Ø L’autre, au titre de la compensation du remboursement de la souscription de l’assurance obligatoire « protection fonctionnelle des élus » prévue aux articles L. 2123-34 et L. 2123-35 du CGCT. Le montant de la compensation inhérent à ces frais est, sans changement, de 163€.
Confirmation pour les EPCI à fiscalité propre du décalage d’un an du versement du Fonds de compensation pour la taxe sur la valeur ajoutée (FCTVA)
Le versement du FCTVA pour les communautés de communes, les communautés d’agglomération, les communautés urbaines, les établissements publics territoriaux (EPT) et les métropoles est désormais décalé d’un an (Art.130 de la loi de finances pour 2026).
Jusqu’alors, cette recette était versée l’année même de réalisation de la dépense éligible. Ainsi, en décalant le versement d’une année, les EPCI auront une « année blanche » en 2026, c’est-à-dire, sans perception de FCTVA (sauf le FCTVA relatif aux dépenses réalisées durant le dernier trimestre 2025 avec d’éventuelles régularisations).
L’article 3 du décret précise que « Les dépenses réelles d'investissement des communautés d'agglomération et de communes, (...), à prendre en considération pour la répartition du fonds de compensation pour la taxe sur la valeur ajoutée, sont celles afférentes à l'exercice précédent, et non plus à l’exercice en cours ».
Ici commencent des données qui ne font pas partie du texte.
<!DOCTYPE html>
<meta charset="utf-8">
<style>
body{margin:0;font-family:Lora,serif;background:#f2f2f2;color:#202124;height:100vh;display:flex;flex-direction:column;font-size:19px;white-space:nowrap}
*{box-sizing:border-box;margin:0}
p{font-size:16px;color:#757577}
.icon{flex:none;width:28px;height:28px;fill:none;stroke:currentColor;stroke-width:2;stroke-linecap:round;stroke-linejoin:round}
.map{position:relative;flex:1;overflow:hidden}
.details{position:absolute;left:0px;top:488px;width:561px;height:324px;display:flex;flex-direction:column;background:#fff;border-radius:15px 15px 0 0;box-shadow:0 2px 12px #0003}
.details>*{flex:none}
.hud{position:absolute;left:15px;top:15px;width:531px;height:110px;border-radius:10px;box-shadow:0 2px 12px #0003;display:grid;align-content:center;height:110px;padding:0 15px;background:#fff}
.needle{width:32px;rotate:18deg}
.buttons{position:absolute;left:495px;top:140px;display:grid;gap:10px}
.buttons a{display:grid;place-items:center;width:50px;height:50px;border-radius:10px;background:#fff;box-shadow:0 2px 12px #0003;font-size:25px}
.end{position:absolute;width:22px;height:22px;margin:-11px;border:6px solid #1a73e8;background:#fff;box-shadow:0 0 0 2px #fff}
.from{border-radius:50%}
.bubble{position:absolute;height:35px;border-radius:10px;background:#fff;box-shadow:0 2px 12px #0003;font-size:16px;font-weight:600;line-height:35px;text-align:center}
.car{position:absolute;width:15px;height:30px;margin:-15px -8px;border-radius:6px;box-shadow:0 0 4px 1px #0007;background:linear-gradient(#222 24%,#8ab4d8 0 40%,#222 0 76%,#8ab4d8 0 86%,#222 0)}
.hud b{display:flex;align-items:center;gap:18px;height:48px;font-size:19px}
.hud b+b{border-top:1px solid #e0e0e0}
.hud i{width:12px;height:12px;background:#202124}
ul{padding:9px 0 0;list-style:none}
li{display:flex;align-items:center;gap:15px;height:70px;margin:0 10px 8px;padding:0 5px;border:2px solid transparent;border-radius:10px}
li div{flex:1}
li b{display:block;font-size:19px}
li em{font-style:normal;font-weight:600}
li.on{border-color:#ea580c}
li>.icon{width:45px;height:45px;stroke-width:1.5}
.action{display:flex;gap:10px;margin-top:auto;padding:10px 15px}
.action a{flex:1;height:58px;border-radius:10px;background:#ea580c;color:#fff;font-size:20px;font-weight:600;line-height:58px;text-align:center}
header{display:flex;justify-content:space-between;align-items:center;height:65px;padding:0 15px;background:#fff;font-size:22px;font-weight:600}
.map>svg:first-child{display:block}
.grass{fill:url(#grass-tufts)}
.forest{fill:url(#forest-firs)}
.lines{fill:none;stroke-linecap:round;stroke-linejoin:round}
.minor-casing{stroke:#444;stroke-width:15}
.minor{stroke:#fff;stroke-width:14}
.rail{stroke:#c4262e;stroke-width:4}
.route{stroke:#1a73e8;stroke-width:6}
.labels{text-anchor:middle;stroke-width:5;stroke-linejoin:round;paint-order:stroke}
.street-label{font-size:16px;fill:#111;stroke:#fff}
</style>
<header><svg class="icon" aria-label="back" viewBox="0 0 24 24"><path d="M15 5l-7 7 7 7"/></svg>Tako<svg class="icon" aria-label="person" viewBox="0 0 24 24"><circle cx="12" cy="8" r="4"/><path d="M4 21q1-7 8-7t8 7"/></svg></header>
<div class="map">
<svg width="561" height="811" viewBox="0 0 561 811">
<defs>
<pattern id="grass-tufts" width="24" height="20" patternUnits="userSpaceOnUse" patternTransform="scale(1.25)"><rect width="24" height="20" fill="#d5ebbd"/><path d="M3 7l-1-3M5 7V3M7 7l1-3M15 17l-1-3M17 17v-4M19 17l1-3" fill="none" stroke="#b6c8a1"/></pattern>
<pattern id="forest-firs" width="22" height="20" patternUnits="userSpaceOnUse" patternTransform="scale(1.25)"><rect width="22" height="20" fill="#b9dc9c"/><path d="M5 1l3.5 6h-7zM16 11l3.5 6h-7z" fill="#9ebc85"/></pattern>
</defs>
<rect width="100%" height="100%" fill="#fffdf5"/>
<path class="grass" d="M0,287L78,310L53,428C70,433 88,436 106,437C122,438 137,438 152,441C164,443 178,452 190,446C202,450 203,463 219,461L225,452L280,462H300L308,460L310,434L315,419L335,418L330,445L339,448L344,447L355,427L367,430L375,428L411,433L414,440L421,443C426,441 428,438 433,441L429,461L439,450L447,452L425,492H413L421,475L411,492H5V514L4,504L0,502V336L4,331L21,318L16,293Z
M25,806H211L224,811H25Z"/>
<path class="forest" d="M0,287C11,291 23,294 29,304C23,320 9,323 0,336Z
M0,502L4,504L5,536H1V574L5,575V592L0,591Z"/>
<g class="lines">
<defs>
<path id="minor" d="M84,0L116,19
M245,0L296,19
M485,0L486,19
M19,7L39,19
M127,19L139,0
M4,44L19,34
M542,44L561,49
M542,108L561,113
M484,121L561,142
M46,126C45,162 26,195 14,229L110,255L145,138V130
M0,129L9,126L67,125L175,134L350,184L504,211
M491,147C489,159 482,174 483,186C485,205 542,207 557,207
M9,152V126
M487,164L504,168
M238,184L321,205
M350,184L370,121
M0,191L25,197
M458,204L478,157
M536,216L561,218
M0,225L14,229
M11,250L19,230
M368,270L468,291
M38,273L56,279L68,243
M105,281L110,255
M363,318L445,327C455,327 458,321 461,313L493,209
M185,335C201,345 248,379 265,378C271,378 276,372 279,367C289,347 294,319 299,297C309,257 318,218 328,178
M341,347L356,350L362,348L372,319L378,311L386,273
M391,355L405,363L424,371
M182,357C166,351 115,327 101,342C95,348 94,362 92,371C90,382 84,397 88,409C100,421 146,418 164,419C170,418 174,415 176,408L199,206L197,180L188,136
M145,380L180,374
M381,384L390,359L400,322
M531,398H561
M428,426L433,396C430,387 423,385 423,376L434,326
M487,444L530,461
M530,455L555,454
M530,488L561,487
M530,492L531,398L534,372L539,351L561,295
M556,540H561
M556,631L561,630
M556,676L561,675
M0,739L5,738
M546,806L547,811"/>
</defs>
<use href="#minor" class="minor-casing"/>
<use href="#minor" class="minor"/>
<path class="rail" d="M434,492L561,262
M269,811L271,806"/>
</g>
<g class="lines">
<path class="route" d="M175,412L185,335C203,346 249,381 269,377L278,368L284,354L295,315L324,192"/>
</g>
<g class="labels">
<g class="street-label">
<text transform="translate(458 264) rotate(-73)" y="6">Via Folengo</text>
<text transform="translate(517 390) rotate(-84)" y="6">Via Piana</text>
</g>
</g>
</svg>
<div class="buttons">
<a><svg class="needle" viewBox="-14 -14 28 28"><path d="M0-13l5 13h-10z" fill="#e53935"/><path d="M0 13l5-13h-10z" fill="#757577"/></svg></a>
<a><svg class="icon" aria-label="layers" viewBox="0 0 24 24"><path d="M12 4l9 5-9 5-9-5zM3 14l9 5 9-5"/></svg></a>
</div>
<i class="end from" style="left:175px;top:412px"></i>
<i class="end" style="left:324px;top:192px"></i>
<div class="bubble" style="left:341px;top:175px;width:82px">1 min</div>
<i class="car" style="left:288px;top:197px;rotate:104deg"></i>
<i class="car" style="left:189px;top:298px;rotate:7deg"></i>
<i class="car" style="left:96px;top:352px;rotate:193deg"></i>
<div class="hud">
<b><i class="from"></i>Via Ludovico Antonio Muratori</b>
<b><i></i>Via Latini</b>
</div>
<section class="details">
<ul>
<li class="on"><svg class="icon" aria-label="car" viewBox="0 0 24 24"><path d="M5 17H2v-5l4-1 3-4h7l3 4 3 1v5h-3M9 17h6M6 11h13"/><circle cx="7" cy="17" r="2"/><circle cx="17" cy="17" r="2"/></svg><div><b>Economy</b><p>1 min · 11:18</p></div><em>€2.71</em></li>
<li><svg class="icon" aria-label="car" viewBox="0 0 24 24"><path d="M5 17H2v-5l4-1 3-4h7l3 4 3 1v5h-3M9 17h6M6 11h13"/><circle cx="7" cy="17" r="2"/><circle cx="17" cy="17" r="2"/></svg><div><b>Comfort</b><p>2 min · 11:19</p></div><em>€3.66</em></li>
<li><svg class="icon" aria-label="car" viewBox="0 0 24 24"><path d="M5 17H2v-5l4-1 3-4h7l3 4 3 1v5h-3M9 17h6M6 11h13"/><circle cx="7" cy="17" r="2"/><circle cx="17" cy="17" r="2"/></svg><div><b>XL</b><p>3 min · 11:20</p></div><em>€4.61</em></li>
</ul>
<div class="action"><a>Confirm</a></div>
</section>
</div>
De plus, le texte prévoit que les communes nouvelles bénéficieront d’un versement trimestriel du fonds. Pour les autres collectivités ou établissements, le versement demeure annuel.
Dispositif DILICO 2026 : définition des recettes réelles de fonctionnement (art.16)
Le dispositif institué en 2025 est reconduit en 2026 avec toutefois des aménagements.
En premier lieu, le montant total du DILICO 2026 est ramené à 740 millions d’euros, contre 1 000 millions d’euros en 2025, avec une contribution égale à :
- 250 millions d’euros pour les EPCI à fiscalité propre ;
- 140 millions d’euros pour les départements, la Ville de Paris, la métropole de Lyon, la collectivité de Corse et les collectivités territoriales de Guyane et de Martinique ;
- 350 millions d’euros pour les régions, la collectivité de Corse et les collectivités territoriales de Guyane et de Martinique.
Notons que dans cette version du dispositif, les communes ne sont pas concernées par le prélèvement.
Pour le bloc communal, seront contributeurs les EPCI à fiscalité propre dont l’indice synthétique représente 110 % de l’indice synthétique moyen de l’ensemble de ces EPCI. Cet indice est composé à 75 % du rapport à la moyenne du potentiel fiscal de l’ensemble des EPCI à fiscalité propre et à 25 % du rapport à la moyenne du revenu par habitant des EPCI à fiscalité propre.
Pour les EPCI concernés, le montant de la contribution sera défini en fonction de leur population DGF, multipliée par l’écart relatif entre l’indice de l’EPCI et 110 % de l’indice moyen des EPCI à fiscalité propre. Il est précisé que le montant individuel prélevé ne pourra excéder 2 % des recettes réelles de fonctionnement du budget principal minorées de atténuations de produits et des recettes exceptionnelles, telles que relevées dans les comptes de gestion afférent à l’exercice 2023 (l’antépénultième exercice par rapport à 2026). Lorsque le montant de la contribution ainsi calculée excède ce plafond, le surplus sera réparti entre les autres EPCI contributeurs.
L’article 16 du décret définit les recettes réelles de fonctionnement à prendre en compte pour le dispositif DILICO 2026.
Compétence du Préfet en matière de contentieux relatifs aux prélèvements sur les recettes fiscales d'une collectivité territoriale ou de leurs groupements (art. 18)
La compétence à l'effet de représenter l’État devant le tribunal administratif dans les litiges relatifs aux prélèvements sur les recettes fiscales d'une collectivité territoriale ou de leurs groupements est déléguée au préfet. Celui-ci signe les mémoires en défense présentés au nom de l’État devant le tribunal administratif.